PROBLEM REQUIREMENTS: From start to finish, set down the entries below exactly, leaving out the pictures.

----- SOURCE MATERIAL -----

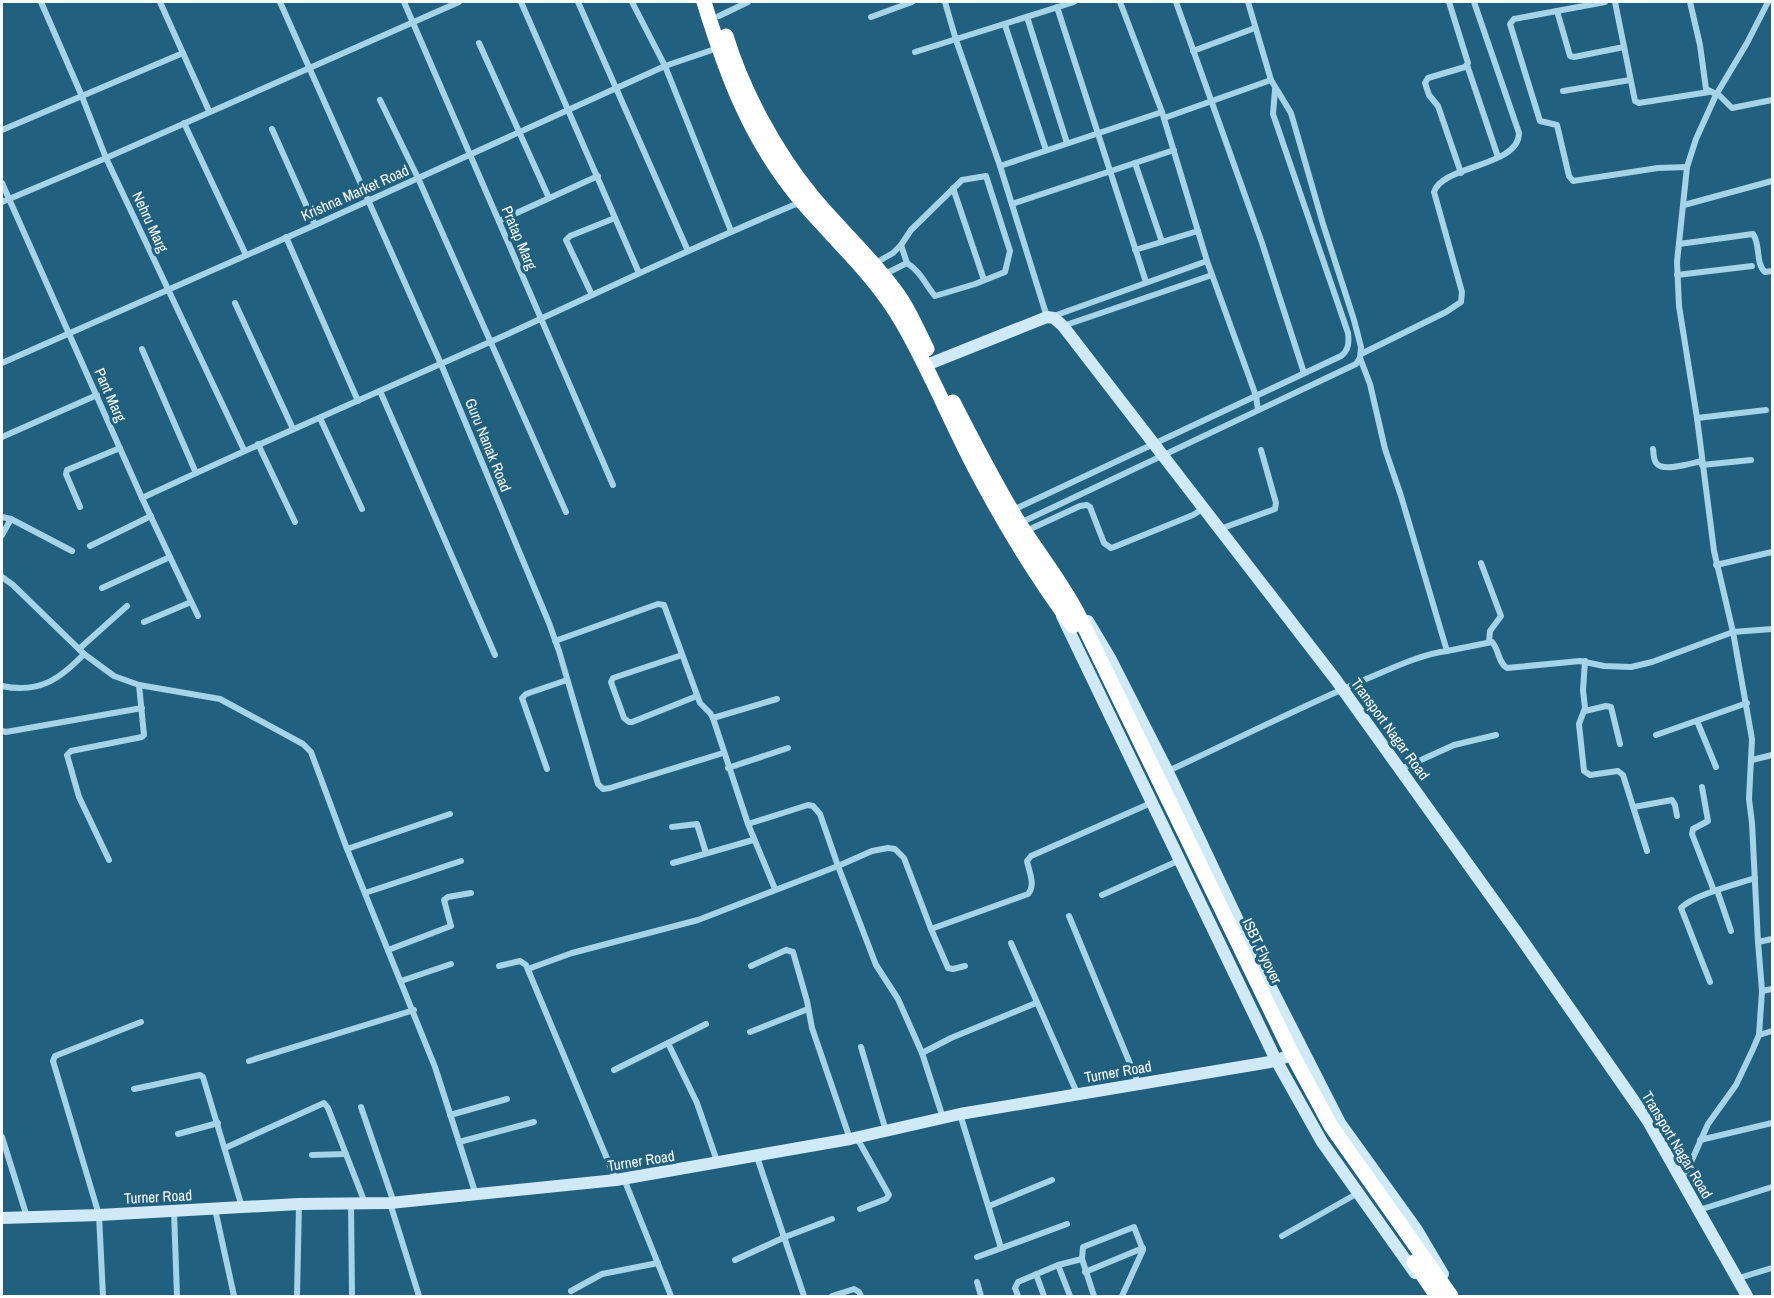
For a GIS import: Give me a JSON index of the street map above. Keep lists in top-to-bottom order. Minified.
{"streets":{"highway":["ISBT Flyover"],"main road":["Transport Nagar Road","Turner Road"],"street":["Krishna Market Road","Nehru Marg","Pratap Marg","Pant Marg","Guru Nanak Road"]},"crossings":[["Krishna Market Road","Nehru Marg"],["Krishna Market Road","Pratap Marg"],["Krishna Market Road","Pant Marg"],["Krishna Market Road","Guru Nanak Road"]]}
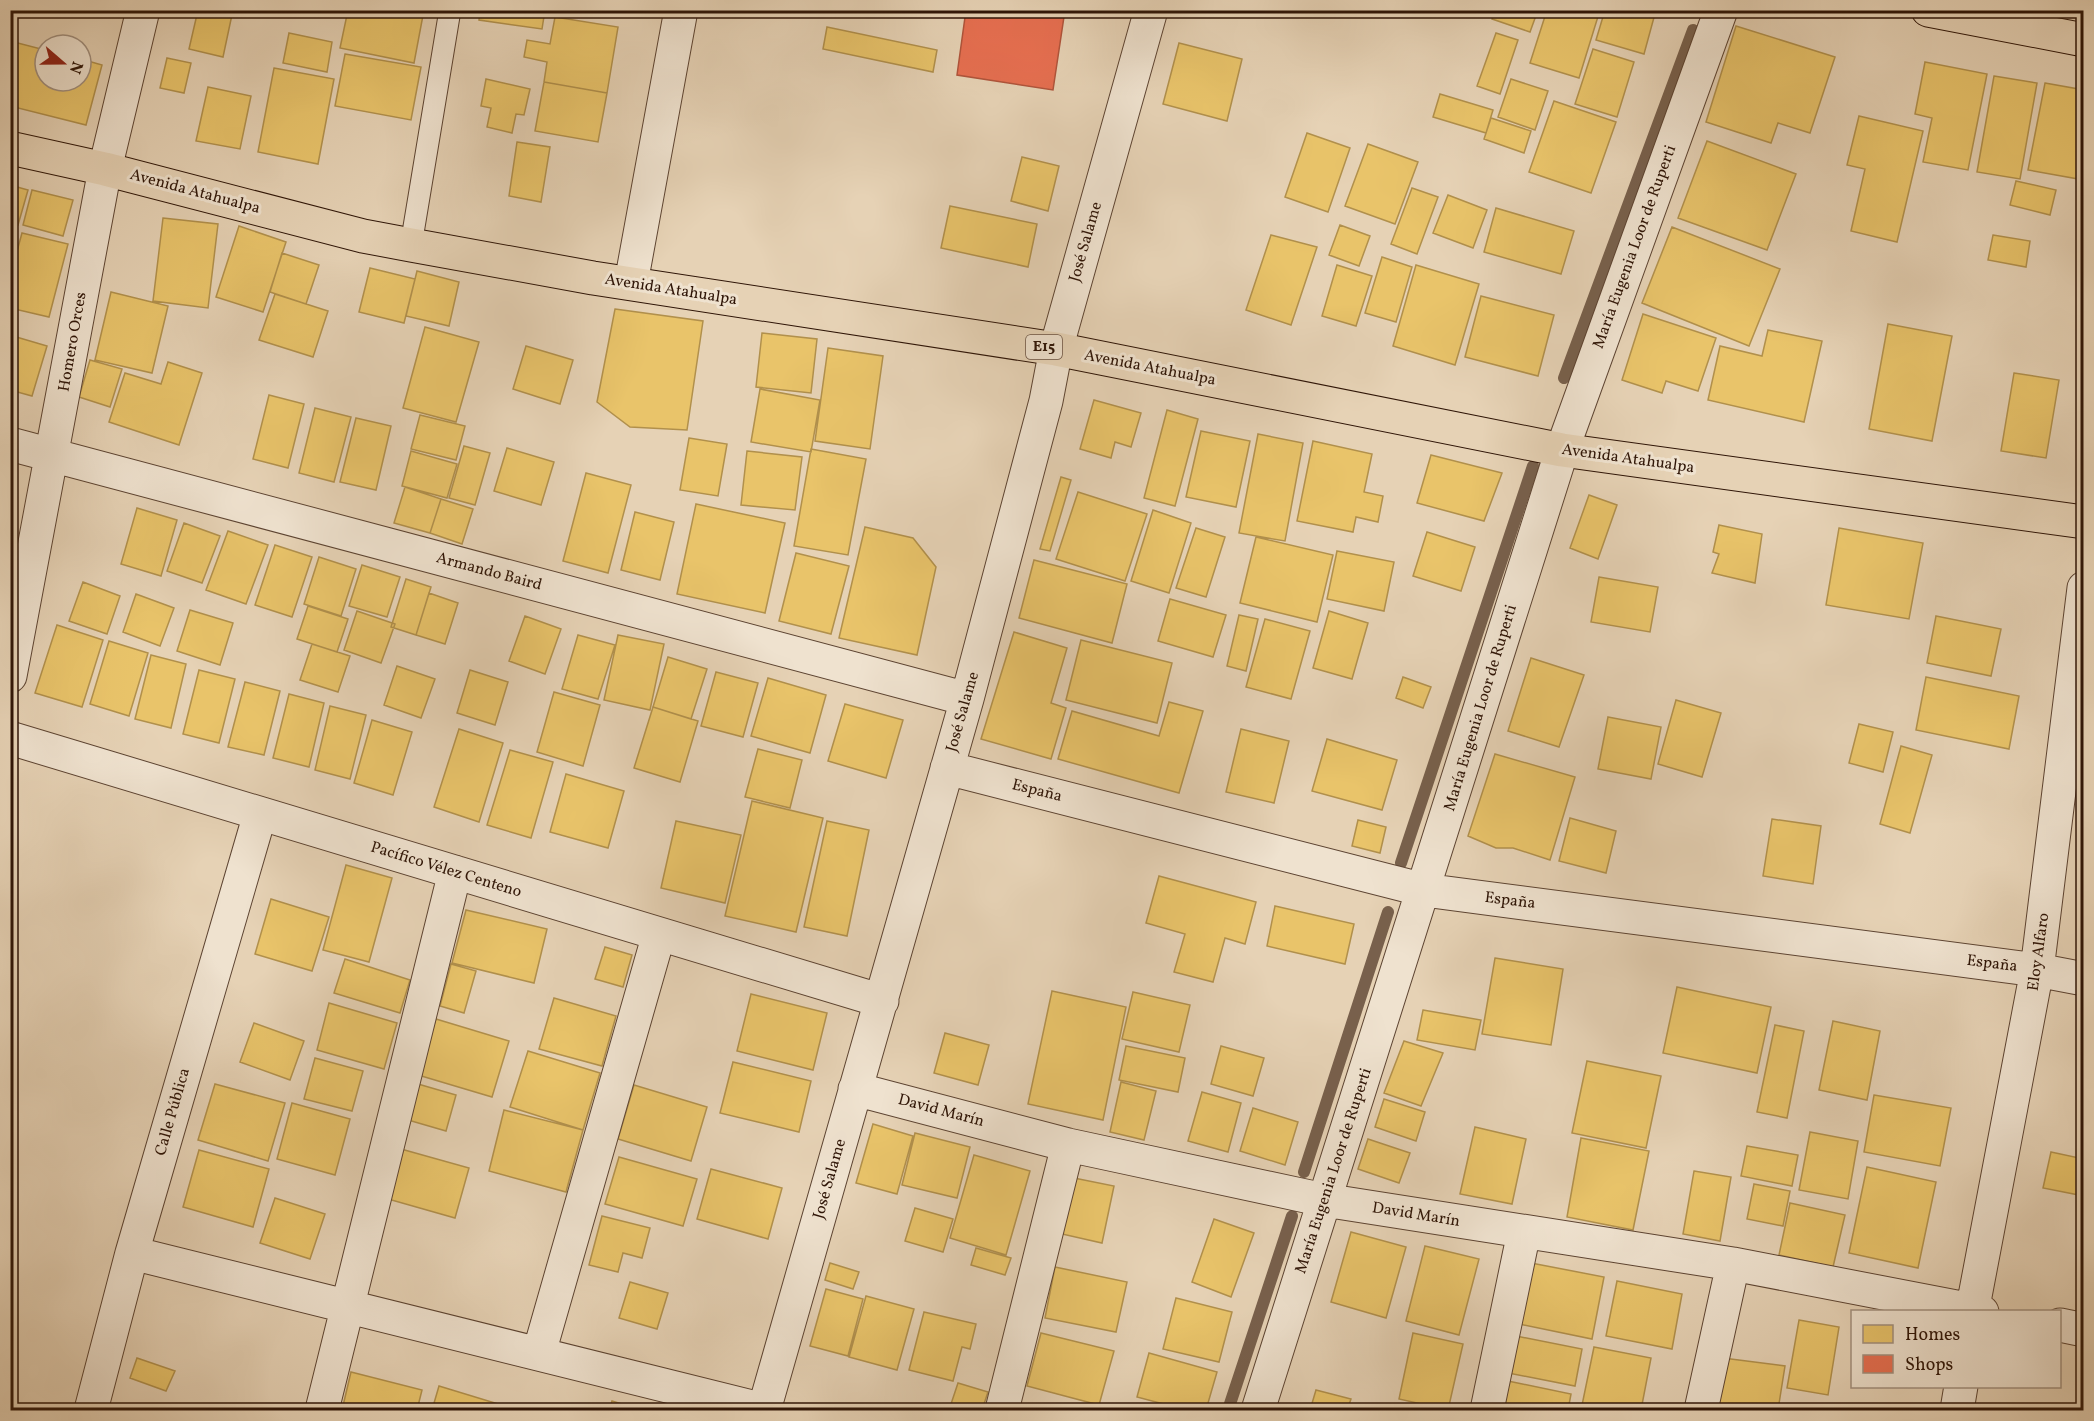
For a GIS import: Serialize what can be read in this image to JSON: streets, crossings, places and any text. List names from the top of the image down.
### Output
{
  "streets": {
    "highway": ["Avenida Atahualpa", "E15"],
    "street": [
      "José Salame",
      "María Eugenia Loor de Ruperti",
      "Homero Orces",
      "Armando Baird",
      "España",
      "Pacífico Vélez Centeno",
      "Eloy Alfaro",
      "David Marín",
      "Calle Pública"
    ]
  },
  "crossings": [
    ["Avenida Atahualpa", "José Salame"],
    ["Avenida Atahualpa", "María Eugenia Loor de Ruperti"],
    ["Avenida Atahualpa", "Homero Orces"],
    ["José Salame", "Armando Baird"],
    ["José Salame", "España"],
    ["José Salame", "Pacífico Vélez Centeno"],
    ["José Salame", "David Marín"],
    ["María Eugenia Loor de Ruperti", "España"],
    ["María Eugenia Loor de Ruperti", "David Marín"],
    ["Homero Orces", "Armando Baird"],
    ["España", "Eloy Alfaro"],
    ["Pacífico Vélez Centeno", "Calle Pública"]
  ],
  "legend": ["Homes", "Shops"],
  "north": "right"
}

-----

OUTPUT OF THE TASK:
For a GIS import: Give me a JSON index of the street map above. Keep lists in top-to-bottom order. Minified.
{"streets":{"highway":["ISBT Flyover"],"main road":["Transport Nagar Road","Turner Road"],"street":["Krishna Market Road","Nehru Marg","Pratap Marg","Pant Marg","Guru Nanak Road"]},"crossings":[["Krishna Market Road","Nehru Marg"],["Krishna Market Road","Pratap Marg"],["Krishna Market Road","Pant Marg"],["Krishna Market Road","Guru Nanak Road"]]}
For a GIS import: Serialize what can be read in this image to JSON: streets, crossings, places and any text. List names from the top of the image down.
### Output
{
  "streets": {
    "highway": ["Avenida Atahualpa", "E15"],
    "street": [
      "José Salame",
      "María Eugenia Loor de Ruperti",
      "Homero Orces",
      "Armando Baird",
      "España",
      "Pacífico Vélez Centeno",
      "Eloy Alfaro",
      "David Marín",
      "Calle Pública"
    ]
  },
  "crossings": [
    ["Avenida Atahualpa", "José Salame"],
    ["Avenida Atahualpa", "María Eugenia Loor de Ruperti"],
    ["Avenida Atahualpa", "Homero Orces"],
    ["José Salame", "Armando Baird"],
    ["José Salame", "España"],
    ["José Salame", "Pacífico Vélez Centeno"],
    ["José Salame", "David Marín"],
    ["María Eugenia Loor de Ruperti", "España"],
    ["María Eugenia Loor de Ruperti", "David Marín"],
    ["Homero Orces", "Armando Baird"],
    ["España", "Eloy Alfaro"],
    ["Pacífico Vélez Centeno", "Calle Pública"]
  ],
  "legend": ["Homes", "Shops"],
  "north": "right"
}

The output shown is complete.